WORK ITEM →
Every line of the data that contains the string "their" must be copied.

DATA EXTRACT →
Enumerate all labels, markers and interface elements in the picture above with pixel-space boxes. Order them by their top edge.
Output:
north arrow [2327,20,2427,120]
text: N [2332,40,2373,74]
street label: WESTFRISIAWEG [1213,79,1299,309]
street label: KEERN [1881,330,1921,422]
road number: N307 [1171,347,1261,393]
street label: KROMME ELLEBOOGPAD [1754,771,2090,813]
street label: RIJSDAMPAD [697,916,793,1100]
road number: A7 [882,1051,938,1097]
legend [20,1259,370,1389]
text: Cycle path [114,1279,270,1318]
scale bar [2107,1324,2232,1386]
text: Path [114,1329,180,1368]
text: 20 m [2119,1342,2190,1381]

--

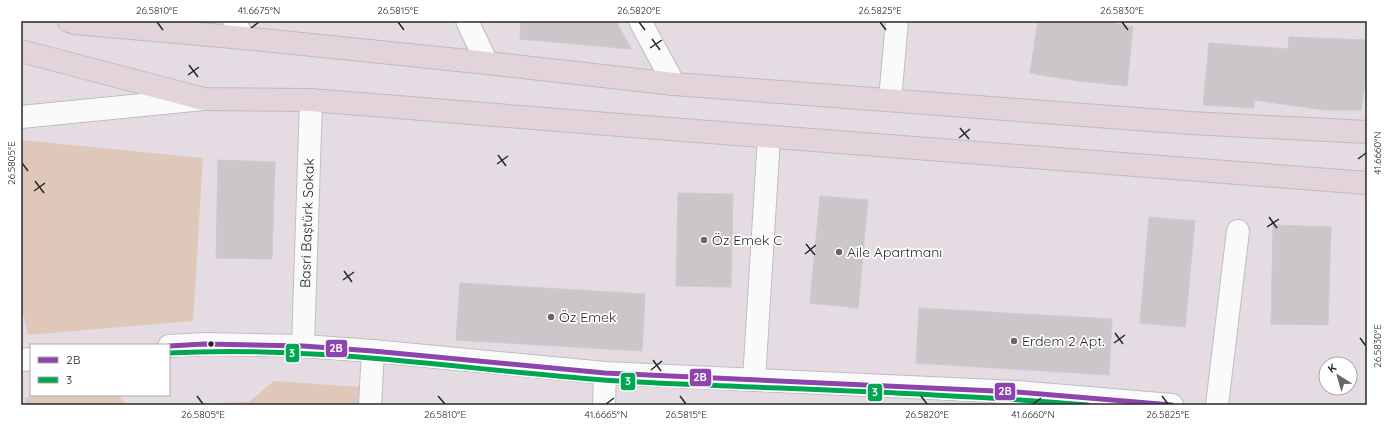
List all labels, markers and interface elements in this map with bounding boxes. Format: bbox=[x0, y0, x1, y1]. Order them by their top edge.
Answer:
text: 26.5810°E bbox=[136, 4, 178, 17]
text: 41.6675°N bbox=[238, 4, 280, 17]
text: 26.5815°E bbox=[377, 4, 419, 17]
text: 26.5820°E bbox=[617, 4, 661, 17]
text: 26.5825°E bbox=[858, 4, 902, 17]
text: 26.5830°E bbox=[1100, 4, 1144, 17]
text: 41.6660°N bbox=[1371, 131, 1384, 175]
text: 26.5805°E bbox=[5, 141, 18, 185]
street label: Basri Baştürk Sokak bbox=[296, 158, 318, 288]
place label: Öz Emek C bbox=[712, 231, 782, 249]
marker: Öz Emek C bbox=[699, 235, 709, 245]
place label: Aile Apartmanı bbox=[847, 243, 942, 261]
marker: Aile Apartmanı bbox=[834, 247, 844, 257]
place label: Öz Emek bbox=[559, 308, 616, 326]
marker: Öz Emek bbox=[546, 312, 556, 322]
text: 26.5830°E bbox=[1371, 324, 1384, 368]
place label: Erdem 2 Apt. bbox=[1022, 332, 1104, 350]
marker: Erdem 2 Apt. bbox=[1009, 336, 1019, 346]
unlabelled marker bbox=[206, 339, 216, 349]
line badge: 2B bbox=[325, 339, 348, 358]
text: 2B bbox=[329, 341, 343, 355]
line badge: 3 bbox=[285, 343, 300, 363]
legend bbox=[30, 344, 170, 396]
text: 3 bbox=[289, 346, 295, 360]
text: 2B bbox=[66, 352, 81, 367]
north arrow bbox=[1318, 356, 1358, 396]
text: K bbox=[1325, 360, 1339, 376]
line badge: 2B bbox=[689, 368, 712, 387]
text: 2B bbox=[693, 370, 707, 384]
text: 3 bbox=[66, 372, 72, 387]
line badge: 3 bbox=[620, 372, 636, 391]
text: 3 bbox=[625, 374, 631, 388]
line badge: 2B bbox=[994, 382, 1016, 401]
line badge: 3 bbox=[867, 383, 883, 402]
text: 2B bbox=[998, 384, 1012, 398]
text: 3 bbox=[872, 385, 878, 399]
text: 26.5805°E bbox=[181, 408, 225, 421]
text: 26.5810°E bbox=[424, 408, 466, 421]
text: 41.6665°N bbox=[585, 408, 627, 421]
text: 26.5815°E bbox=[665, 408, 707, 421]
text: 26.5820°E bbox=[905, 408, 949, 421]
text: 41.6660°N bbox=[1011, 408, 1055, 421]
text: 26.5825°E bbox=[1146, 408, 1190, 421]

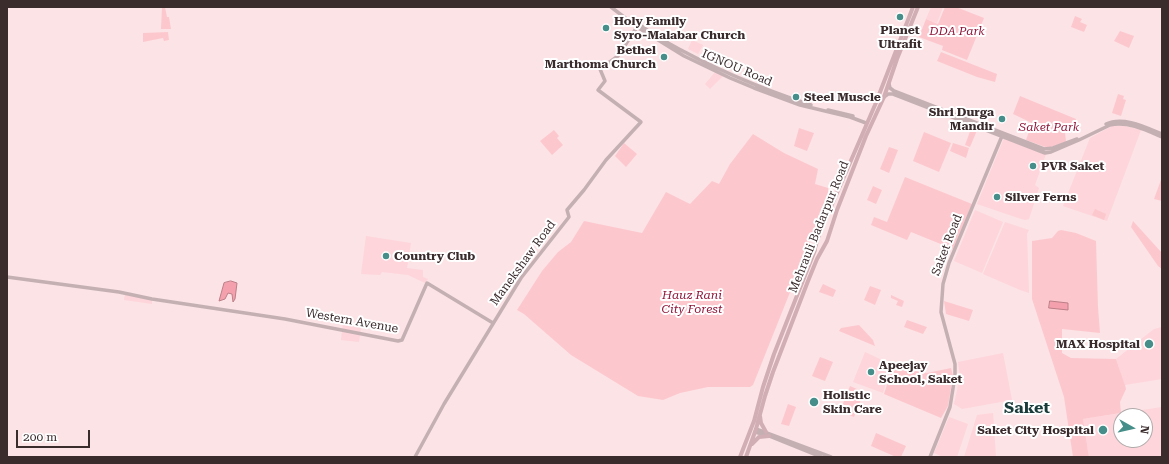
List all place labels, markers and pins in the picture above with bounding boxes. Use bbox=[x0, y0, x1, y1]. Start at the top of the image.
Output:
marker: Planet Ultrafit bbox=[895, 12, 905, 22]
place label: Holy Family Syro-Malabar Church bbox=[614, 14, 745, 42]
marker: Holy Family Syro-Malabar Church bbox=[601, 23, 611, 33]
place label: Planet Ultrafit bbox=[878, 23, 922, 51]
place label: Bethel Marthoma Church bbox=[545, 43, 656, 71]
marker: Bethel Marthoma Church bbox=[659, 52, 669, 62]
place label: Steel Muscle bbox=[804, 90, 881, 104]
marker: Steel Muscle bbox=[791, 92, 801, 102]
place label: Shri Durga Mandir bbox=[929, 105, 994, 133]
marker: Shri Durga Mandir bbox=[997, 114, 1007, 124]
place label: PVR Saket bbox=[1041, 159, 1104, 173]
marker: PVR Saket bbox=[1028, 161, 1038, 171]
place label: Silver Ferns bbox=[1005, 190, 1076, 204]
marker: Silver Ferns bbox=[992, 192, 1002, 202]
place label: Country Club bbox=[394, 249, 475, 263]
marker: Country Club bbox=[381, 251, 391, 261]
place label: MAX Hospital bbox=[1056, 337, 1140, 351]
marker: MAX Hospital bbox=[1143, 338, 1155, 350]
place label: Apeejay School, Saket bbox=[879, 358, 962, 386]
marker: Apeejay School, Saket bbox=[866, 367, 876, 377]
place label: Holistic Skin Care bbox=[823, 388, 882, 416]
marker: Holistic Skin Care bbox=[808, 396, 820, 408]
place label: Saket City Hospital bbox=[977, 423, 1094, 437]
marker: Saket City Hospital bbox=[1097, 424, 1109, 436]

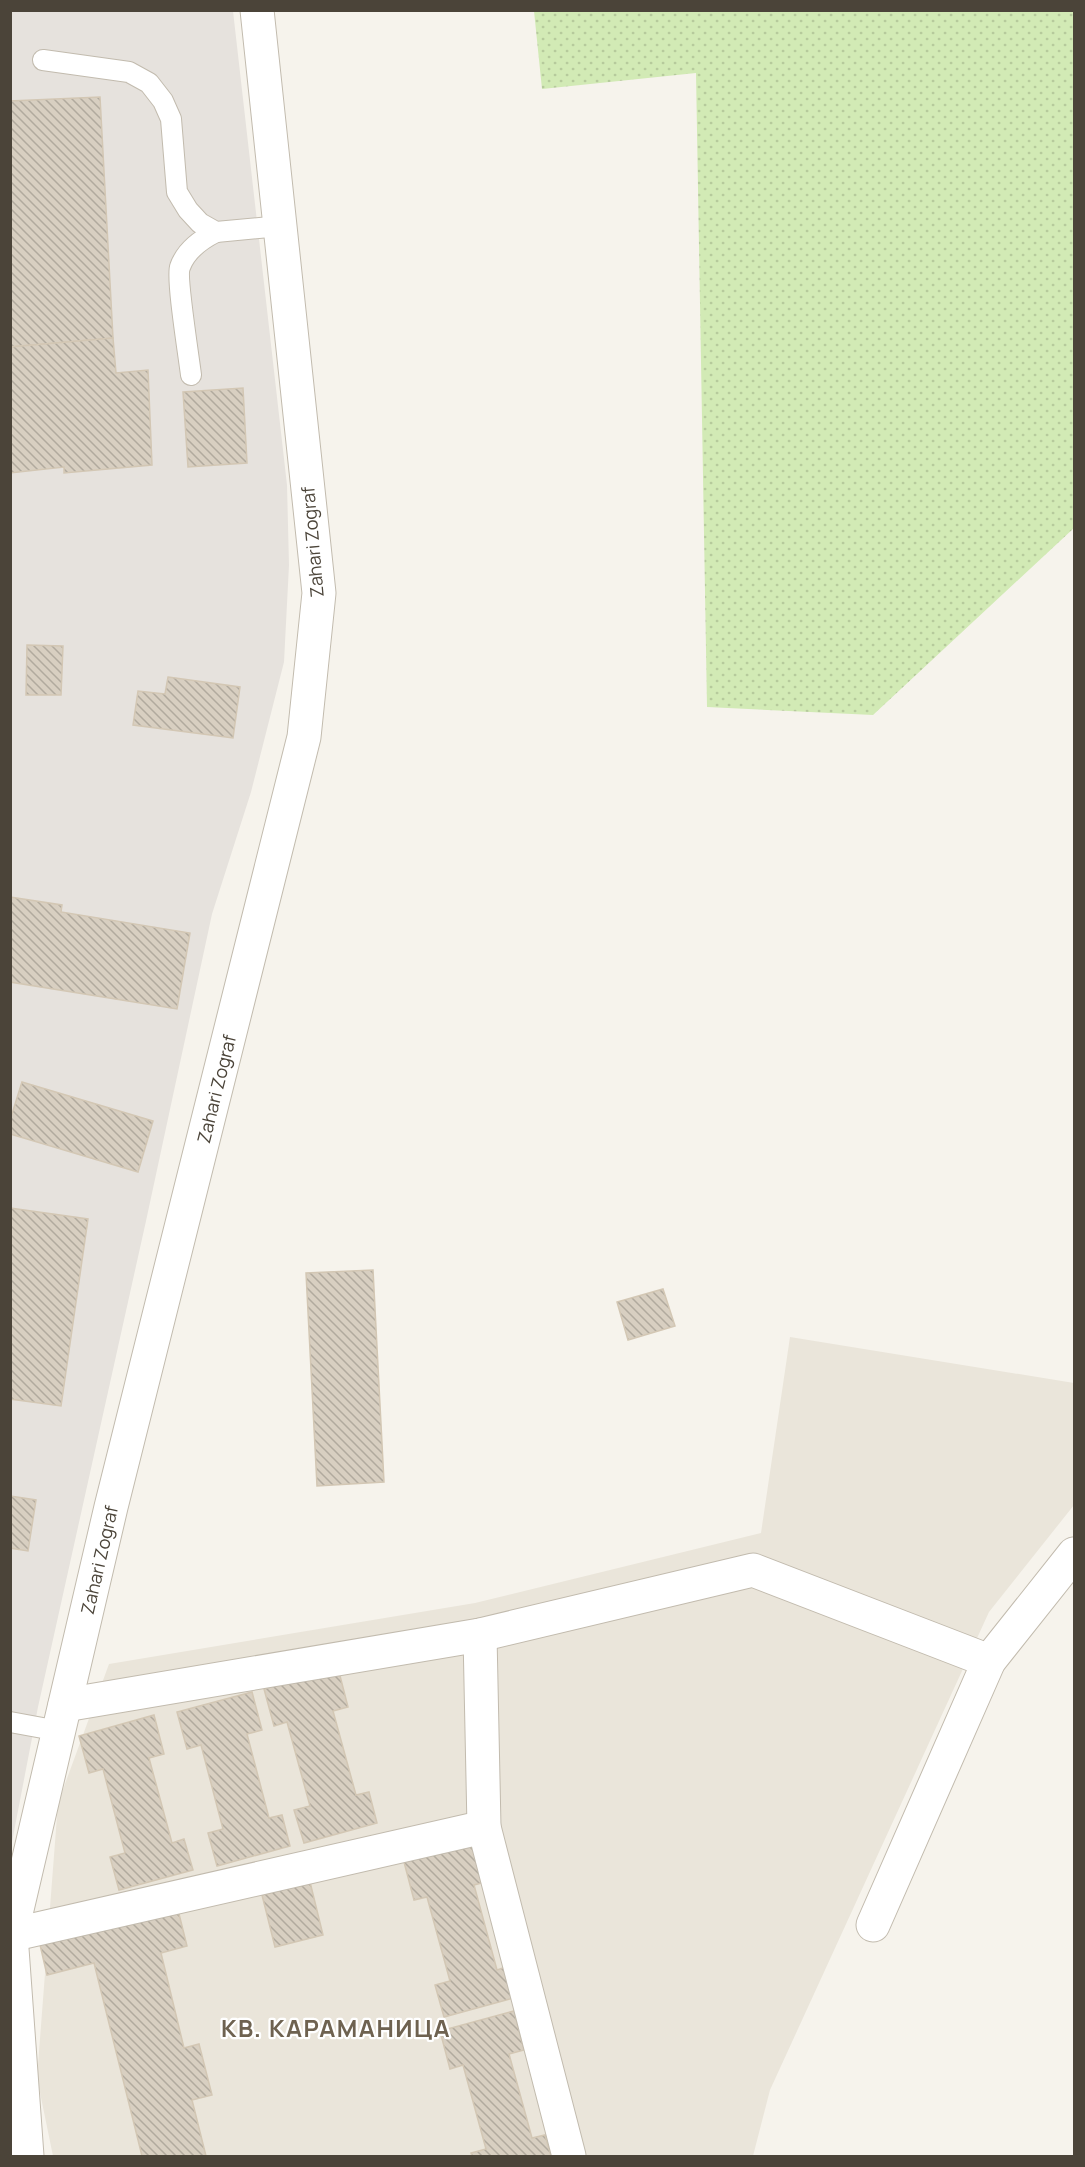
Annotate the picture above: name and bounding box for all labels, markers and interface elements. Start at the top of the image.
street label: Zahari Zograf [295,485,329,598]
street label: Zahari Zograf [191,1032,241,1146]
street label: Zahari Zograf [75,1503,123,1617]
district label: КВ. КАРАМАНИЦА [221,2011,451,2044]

OUTPUT OF THE EXERCISE →
Enumerate all labels, markers and interface elements in the picture above with pixel-space boxes. Order them by their top edge.
List all labels, markers and interface elements in this map with bounding boxes. Format: bbox=[x0, y0, x1, y1]. Order them by their top edge.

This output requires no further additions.